Always on the lookout for new graphics tools, I ran across an interesting entrant from 61 Solutions named Mischief.
With its clean, uncluttered interface, Mischief is a good alternative for the Surface Pro's small screen. Although at first glance, the software appears to have limited functionality, it has one distinguishing feature: what its developers call an "infinite canvas." The effect is like a fractal image that can be zoomed to reveal increasing levels of detail. In fact, it is very easy to draw items so small they cannot be perceived when the image is zoomed to its beginning size.
Mischief uses Adaptively Sampled Distance Fields (ADFs), originally invented and developed at Mitsubishi Electric Research Laboratories (MERL) and further enhanced at 61 Solutions. ADFs are a new digital representation of shape which provide numerous advantages including high-quality anti-aliasing, very fast rendering, very small file sizes, multi-scale rendering, support for massive parallelism, and the ability to succinctly represent variable-width, scalable, textured strokes.
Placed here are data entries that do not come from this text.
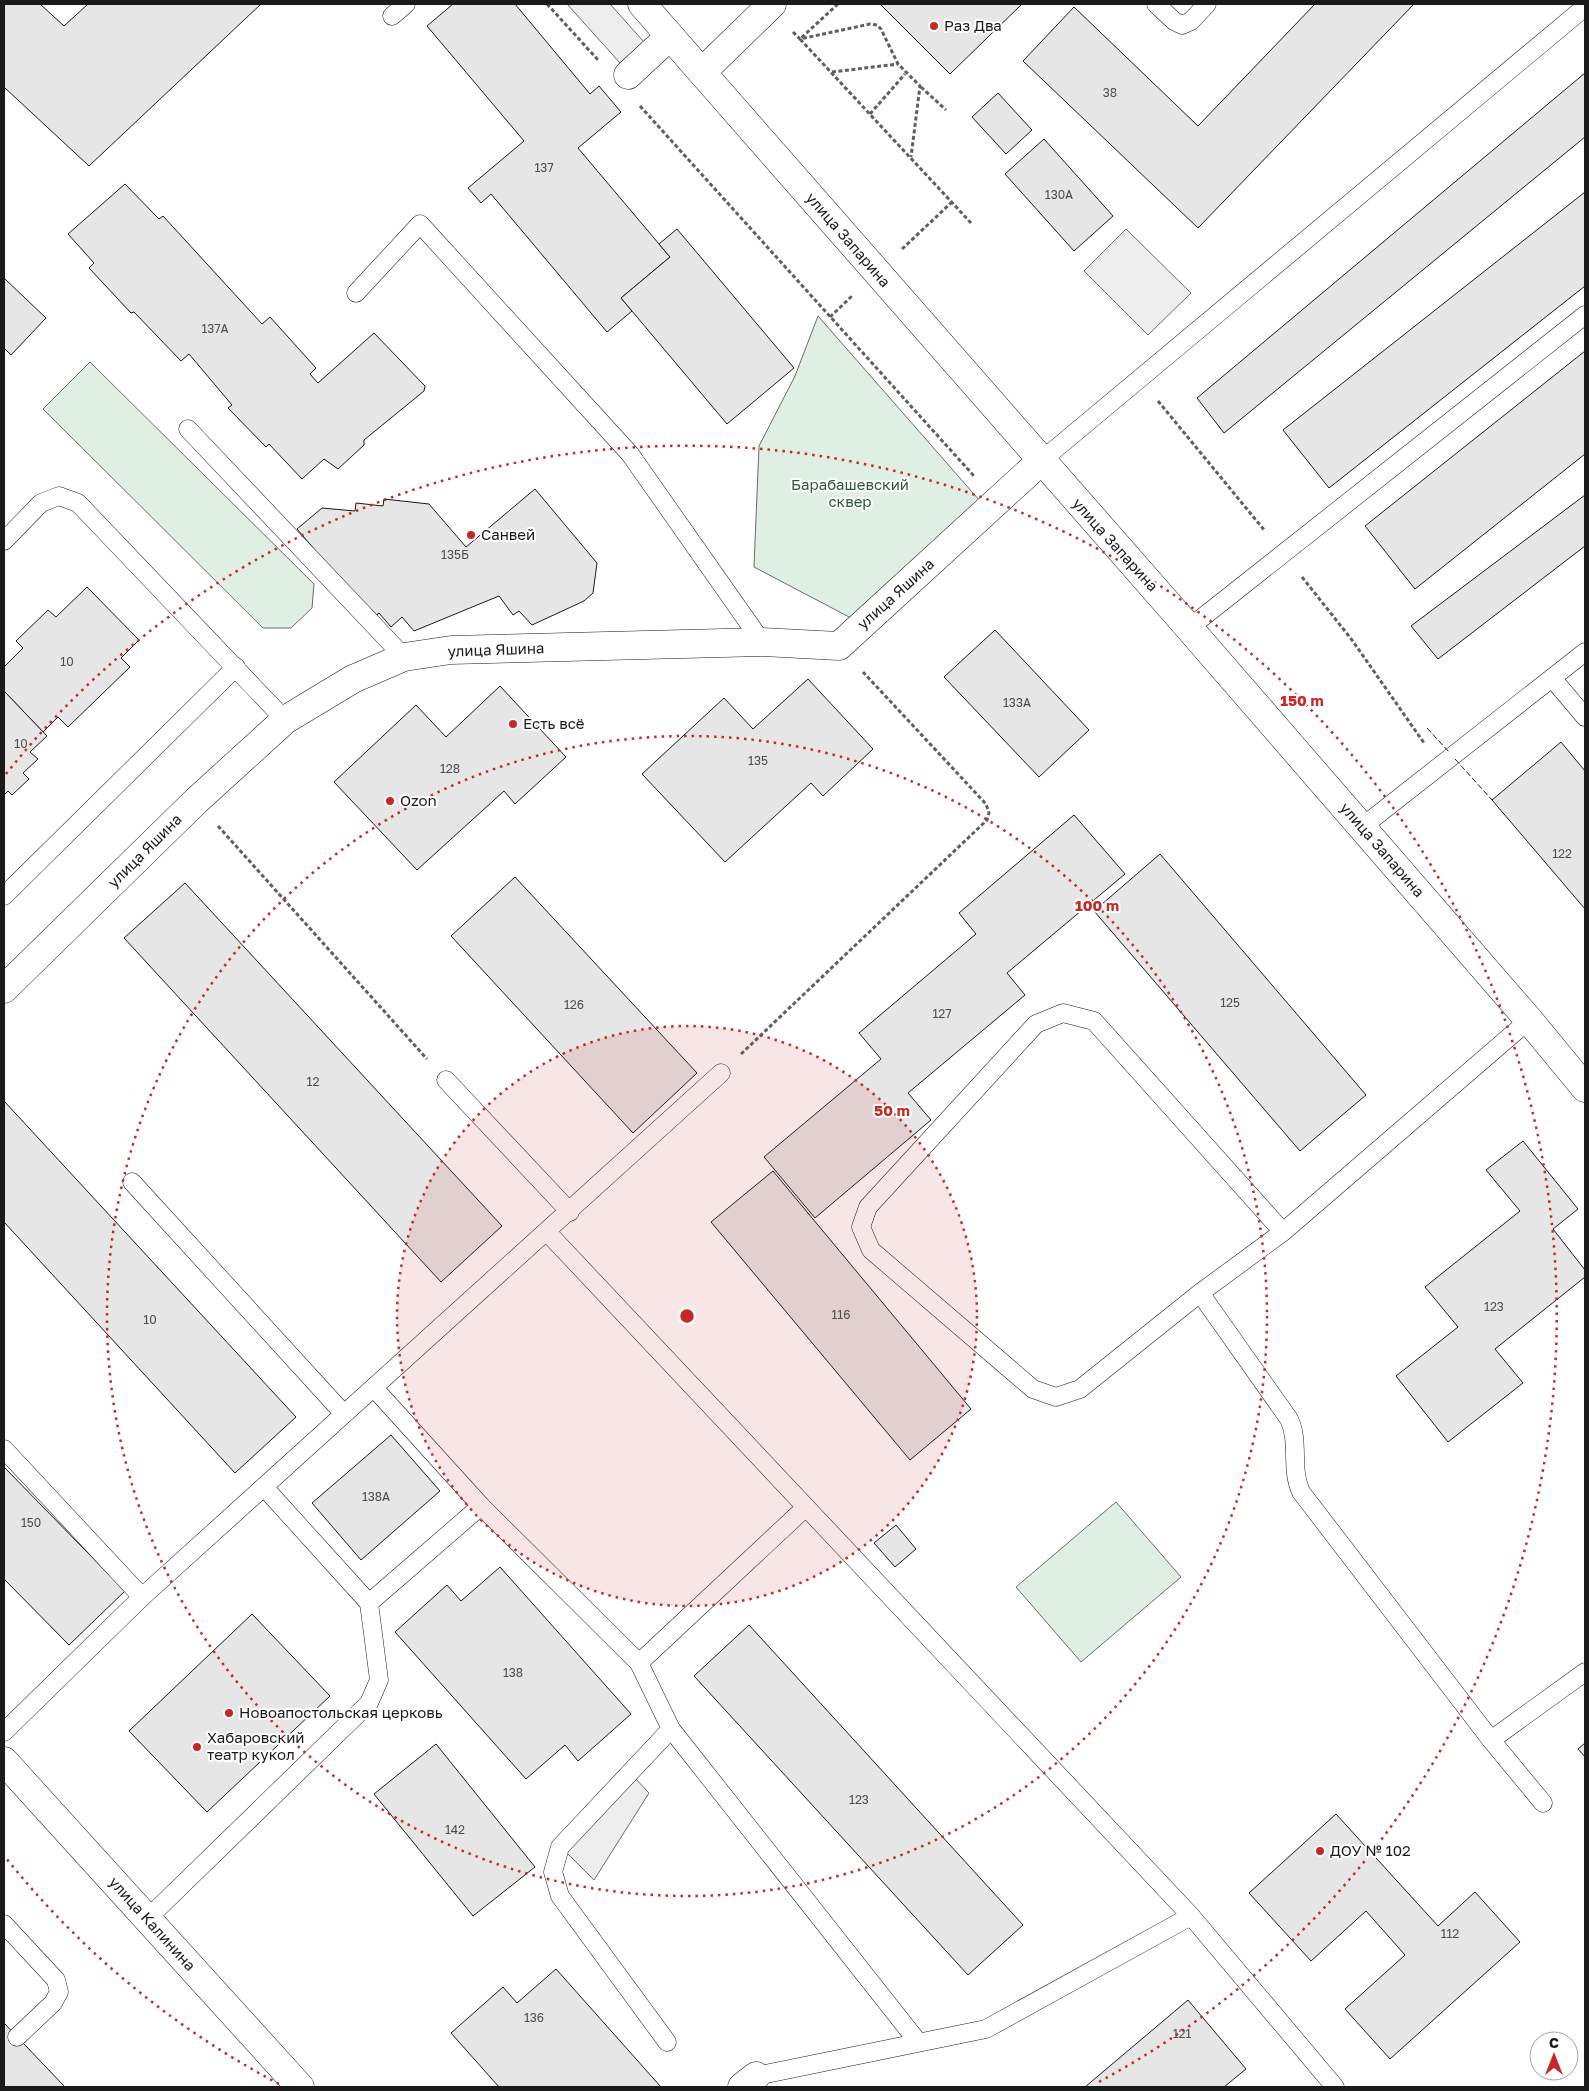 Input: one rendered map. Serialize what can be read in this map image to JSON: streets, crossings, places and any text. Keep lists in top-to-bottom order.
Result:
{
  "streets": {
    "street": ["улица Запарина", "улица Яшина", "улица Калинина"]
  },
  "crossings": [
    ["улица Запарина", "улица Яшина"]
  ],
  "parks": ["Барабашевский сквер"],
  "places": [
    "Раз Два",
    "Санвей",
    "Есть всё",
    "Ozon",
    "Новоапостольская церковь",
    "Хабаровский театр кукол",
    "ДОУ № 102"
  ],
  "house_numbers": [
    "38",
    "137",
    "130А",
    "137А",
    "135Б",
    "10",
    "133А",
    "10",
    "135",
    "128",
    "122",
    "125",
    "126",
    "127",
    "12",
    "123",
    "116",
    "10",
    "138А",
    "150",
    "138",
    "123",
    "142",
    "112",
    "136",
    "121"
  ],
  "north": "top",
  "rings": ["150 m", "100 m", "50 m"]
}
This technology is protected by over 50 patents.
Similar effects may be achieved with vectors in other programs, but in Mischief functions are performed with standard paint or raster tools.
Although it's relatively inexpensive at $65, I really can't recommend Mischief due to its relatively limited toolset, but if you're looking for a program that can produce extremely high resolution work, Mischief might be for you.